Krembil Research Institute, University Health Network, University of Toronto, Toronto, ON, Canada.
Department of Pharmacology, Dalhousie University, Halifax, NS, Canada.
Nat Commun. 2024 Sep 27;15(1):8317. doi: 10.1038/s41467-024-52797-2.
The World Health Organization has identified antibiotic resistance as one of the three greatest threats to human health. The need for antibiotics is a pressing matter that requires immediate attention. Here, computer-aided drug design is used to develop a structurally unique antibiotic family targeting holo-acyl carrier protein synthase (AcpS). AcpS is a highly conserved enzyme essential for bacterial survival that catalyzes the first step in lipid synthesis. To the best of our knowledge, there are no current antibiotics targeting AcpS making this drug development program of high interest. We synthesize a library of > 700 novel compounds targeting AcpS, from which 33 inhibit bacterial growth in vitro at ≤ 2 μg/mL. We demonstrate that compounds from this class have stand-alone activity against a broad spectrum of Gram-positive organisms and synergize with colistin to enable coverage of Gram-negative species. We demonstrate efficacy against clinically relevant multi-drug resistant strains in vitro and in animal models of infection in vivo including a difficult-to-treat ischemic infection exemplified by diabetic foot ulcer infections in humans. This antibiotic family could form the basis for several multi-drug-resistant antimicrobial programs.

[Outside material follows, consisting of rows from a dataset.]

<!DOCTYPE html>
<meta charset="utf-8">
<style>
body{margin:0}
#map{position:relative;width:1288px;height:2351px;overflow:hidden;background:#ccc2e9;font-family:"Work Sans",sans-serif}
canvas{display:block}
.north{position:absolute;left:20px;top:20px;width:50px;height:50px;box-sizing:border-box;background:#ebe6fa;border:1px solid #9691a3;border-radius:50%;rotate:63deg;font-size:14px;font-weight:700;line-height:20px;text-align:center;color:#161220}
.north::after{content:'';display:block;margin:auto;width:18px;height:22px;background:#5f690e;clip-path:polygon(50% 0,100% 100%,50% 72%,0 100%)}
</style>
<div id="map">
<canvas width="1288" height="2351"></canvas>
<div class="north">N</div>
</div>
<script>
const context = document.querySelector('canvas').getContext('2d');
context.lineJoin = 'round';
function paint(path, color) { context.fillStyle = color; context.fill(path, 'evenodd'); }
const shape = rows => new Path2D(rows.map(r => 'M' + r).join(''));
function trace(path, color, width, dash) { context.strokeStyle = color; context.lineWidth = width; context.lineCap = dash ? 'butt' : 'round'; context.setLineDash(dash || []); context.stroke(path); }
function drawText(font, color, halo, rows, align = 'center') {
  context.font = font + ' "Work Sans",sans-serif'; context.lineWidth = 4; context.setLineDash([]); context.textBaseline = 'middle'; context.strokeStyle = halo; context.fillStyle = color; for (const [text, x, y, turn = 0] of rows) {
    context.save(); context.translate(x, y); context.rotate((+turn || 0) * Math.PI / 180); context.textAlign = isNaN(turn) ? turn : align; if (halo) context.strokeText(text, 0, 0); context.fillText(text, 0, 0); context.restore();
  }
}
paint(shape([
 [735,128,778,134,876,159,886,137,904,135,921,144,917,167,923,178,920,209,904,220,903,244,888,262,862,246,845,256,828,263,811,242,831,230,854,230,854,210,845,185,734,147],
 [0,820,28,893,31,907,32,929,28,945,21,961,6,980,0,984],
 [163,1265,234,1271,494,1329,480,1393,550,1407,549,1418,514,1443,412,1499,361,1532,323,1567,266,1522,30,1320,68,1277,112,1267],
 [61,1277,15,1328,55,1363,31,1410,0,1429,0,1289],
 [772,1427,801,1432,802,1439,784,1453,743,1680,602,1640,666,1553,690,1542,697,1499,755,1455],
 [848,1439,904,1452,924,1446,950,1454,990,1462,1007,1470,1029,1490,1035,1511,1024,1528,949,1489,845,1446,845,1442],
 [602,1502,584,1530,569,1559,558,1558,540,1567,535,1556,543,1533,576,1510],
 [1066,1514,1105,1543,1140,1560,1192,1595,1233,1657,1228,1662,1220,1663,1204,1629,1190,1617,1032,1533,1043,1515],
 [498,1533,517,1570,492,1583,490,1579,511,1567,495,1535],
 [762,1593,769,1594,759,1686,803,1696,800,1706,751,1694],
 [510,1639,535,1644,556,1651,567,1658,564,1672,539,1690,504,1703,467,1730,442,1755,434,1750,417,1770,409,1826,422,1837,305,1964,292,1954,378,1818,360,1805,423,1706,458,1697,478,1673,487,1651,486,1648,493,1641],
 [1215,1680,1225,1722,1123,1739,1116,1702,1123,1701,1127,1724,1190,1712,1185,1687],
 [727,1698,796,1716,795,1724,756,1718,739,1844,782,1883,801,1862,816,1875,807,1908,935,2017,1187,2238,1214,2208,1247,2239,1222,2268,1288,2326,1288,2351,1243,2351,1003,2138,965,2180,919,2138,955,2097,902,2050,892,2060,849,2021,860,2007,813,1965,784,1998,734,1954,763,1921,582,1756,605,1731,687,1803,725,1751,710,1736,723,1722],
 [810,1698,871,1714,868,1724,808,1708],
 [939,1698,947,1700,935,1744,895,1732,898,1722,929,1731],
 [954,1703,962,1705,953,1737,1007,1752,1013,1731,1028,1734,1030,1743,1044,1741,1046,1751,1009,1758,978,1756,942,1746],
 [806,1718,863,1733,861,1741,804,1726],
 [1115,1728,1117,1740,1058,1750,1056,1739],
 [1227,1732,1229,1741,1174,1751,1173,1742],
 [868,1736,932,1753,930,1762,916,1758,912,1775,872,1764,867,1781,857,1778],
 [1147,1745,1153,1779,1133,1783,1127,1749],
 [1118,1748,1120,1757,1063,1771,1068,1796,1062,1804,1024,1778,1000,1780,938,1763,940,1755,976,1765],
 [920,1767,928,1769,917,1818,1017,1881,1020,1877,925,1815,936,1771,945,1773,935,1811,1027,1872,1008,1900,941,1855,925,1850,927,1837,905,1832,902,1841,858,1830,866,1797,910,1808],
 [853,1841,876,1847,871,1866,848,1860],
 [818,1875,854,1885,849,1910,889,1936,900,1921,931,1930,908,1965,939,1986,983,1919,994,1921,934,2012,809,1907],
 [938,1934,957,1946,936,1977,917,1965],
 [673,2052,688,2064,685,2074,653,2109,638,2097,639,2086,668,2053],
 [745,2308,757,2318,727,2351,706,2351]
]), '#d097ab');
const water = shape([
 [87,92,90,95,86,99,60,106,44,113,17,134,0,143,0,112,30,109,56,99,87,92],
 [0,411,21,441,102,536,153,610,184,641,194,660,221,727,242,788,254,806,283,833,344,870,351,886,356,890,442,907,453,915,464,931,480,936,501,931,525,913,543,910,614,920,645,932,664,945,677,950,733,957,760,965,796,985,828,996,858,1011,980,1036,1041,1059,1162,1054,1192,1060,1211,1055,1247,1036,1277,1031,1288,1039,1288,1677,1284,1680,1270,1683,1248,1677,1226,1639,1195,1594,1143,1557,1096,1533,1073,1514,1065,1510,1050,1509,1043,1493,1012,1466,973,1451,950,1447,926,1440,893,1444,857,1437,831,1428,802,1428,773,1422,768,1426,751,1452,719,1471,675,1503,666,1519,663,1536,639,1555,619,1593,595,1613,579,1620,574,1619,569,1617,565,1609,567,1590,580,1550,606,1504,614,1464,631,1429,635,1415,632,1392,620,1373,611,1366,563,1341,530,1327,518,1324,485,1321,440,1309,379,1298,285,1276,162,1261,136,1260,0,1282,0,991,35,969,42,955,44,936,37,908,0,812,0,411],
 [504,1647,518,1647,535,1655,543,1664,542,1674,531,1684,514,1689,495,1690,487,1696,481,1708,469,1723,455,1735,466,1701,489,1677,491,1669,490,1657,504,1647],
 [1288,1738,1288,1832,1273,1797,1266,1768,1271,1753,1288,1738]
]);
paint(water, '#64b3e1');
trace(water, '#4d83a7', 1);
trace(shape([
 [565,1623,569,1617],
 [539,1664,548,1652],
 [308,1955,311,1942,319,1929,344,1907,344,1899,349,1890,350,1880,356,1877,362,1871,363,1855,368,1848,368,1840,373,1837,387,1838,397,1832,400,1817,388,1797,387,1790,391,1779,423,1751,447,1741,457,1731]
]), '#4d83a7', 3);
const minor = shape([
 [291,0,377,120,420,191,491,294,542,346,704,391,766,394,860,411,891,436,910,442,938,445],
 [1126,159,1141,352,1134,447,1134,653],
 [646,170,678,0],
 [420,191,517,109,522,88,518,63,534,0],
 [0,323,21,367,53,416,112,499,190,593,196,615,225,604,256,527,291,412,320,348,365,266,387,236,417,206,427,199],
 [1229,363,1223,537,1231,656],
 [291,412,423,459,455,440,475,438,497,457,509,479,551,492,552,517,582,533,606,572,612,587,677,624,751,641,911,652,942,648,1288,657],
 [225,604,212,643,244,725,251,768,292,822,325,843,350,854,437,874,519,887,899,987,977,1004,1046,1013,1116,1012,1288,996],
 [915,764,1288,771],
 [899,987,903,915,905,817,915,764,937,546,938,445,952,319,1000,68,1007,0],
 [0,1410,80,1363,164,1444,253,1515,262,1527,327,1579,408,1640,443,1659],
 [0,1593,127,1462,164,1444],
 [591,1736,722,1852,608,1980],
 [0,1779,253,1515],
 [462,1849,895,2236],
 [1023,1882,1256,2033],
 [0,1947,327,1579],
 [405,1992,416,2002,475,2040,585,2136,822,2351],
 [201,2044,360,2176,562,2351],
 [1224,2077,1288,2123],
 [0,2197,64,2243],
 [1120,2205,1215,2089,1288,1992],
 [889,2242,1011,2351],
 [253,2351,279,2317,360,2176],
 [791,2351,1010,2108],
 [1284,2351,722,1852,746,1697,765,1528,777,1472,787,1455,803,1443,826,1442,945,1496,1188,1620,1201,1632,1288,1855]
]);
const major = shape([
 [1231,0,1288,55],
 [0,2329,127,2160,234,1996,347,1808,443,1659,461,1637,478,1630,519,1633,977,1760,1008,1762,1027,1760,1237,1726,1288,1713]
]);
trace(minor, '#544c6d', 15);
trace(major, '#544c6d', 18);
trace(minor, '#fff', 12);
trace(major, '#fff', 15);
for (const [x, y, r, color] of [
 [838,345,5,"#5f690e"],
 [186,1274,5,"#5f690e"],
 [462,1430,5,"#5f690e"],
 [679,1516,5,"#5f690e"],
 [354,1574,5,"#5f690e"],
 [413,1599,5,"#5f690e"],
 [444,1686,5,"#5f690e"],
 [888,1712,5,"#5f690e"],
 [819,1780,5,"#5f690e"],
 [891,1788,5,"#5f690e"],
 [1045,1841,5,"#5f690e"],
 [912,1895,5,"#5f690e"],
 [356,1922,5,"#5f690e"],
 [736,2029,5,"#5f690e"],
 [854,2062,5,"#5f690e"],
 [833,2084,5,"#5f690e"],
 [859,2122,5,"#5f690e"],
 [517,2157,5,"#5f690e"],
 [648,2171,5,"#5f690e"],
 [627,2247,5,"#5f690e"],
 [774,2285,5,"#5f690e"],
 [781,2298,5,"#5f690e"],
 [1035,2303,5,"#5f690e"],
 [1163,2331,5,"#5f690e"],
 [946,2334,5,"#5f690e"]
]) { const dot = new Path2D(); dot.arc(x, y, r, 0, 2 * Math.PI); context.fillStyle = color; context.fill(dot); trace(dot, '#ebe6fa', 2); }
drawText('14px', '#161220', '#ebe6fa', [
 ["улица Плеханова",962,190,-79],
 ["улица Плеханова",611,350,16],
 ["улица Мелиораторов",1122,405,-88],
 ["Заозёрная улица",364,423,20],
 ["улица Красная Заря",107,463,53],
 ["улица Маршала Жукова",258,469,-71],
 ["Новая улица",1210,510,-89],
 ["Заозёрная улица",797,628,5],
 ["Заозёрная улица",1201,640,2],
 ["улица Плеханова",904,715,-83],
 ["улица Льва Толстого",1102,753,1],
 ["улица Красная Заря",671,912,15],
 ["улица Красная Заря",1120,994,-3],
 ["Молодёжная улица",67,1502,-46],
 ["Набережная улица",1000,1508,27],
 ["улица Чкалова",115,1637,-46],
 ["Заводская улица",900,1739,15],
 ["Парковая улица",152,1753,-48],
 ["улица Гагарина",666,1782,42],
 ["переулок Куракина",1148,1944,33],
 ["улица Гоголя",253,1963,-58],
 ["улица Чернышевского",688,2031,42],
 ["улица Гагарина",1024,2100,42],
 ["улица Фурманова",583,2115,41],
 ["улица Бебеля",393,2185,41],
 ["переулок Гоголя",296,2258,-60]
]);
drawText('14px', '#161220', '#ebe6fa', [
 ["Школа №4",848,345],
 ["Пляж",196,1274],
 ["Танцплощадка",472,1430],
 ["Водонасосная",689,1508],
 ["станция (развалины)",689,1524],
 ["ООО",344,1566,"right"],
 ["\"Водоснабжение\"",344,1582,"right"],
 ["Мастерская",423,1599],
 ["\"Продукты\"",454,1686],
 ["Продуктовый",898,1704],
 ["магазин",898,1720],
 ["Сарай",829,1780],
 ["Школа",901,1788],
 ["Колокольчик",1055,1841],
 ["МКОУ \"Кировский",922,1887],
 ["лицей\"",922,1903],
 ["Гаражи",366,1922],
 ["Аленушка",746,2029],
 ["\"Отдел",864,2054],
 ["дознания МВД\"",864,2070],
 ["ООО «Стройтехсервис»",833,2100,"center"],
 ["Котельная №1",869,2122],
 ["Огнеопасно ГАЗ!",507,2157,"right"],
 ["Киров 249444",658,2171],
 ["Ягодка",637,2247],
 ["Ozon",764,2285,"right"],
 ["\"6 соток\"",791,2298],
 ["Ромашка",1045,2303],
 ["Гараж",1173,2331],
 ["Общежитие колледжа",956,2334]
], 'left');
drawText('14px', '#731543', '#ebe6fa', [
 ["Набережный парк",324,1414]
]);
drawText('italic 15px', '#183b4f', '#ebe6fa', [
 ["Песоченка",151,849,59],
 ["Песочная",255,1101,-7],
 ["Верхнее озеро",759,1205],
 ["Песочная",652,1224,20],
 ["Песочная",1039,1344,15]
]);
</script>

世界卫生组织已将抗生素耐药性确定为对人类健康的三大威胁之一。对抗生素的需求是一个紧迫的问题,需要立即引起关注。在这里,我们使用计算机辅助药物设计来开发一种针对酰基辅酶 A 合成酶(AcpS)的结构独特的抗生素家族。AcpS 是一种高度保守的酶,对于细菌的生存至关重要,它催化脂质合成的第一步。据我们所知,目前没有针对 AcpS 的抗生素,因此,这项药物开发计划具有很高的研究价值。我们合成了一个针对 AcpS 的新型化合物库,其中 33 个化合物在体外以≤2μg/ml 的浓度抑制细菌生长。我们证明,这类化合物具有独立的活性,能够对抗广泛的革兰氏阳性菌,并与黏菌素协同作用,覆盖革兰氏阴性菌。我们在体外和体内感染模型中证明了该抗生素家族对临床相关的多药耐药菌株的疗效,包括在人类糖尿病足溃疡感染等难以治疗的缺血性感染中。这个抗生素家族可以成为几种多药耐药抗菌药物方案的基础。